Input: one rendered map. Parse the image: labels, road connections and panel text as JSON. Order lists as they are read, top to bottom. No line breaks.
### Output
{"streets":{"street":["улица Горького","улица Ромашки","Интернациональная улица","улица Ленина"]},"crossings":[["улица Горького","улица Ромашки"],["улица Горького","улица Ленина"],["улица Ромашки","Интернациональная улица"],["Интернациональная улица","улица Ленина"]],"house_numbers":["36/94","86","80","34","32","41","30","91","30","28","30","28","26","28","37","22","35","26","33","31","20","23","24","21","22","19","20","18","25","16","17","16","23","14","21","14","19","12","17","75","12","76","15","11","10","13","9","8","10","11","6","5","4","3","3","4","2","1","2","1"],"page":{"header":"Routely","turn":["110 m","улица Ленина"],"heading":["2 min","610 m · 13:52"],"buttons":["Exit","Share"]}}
◇ ◇ ◇ ◇
[Exercise aim] All the data above is to be given again, exactly.

[Expected output]
Input: one rendered map. Parse the image: labels, road connections and panel text as JSON. Order lists as they are read, top to bottom. No line breaks.
### Output
{"streets":{"street":["улица Горького","улица Ромашки","Интернациональная улица","улица Ленина"]},"crossings":[["улица Горького","улица Ромашки"],["улица Горького","улица Ленина"],["улица Ромашки","Интернациональная улица"],["Интернациональная улица","улица Ленина"]],"house_numbers":["36/94","86","80","34","32","41","30","91","30","28","30","28","26","28","37","22","35","26","33","31","20","23","24","21","22","19","20","18","25","16","17","16","23","14","21","14","19","12","17","75","12","76","15","11","10","13","9","8","10","11","6","5","4","3","3","4","2","1","2","1"],"page":{"header":"Routely","turn":["110 m","улица Ленина"],"heading":["2 min","610 m · 13:52"],"buttons":["Exit","Share"]}}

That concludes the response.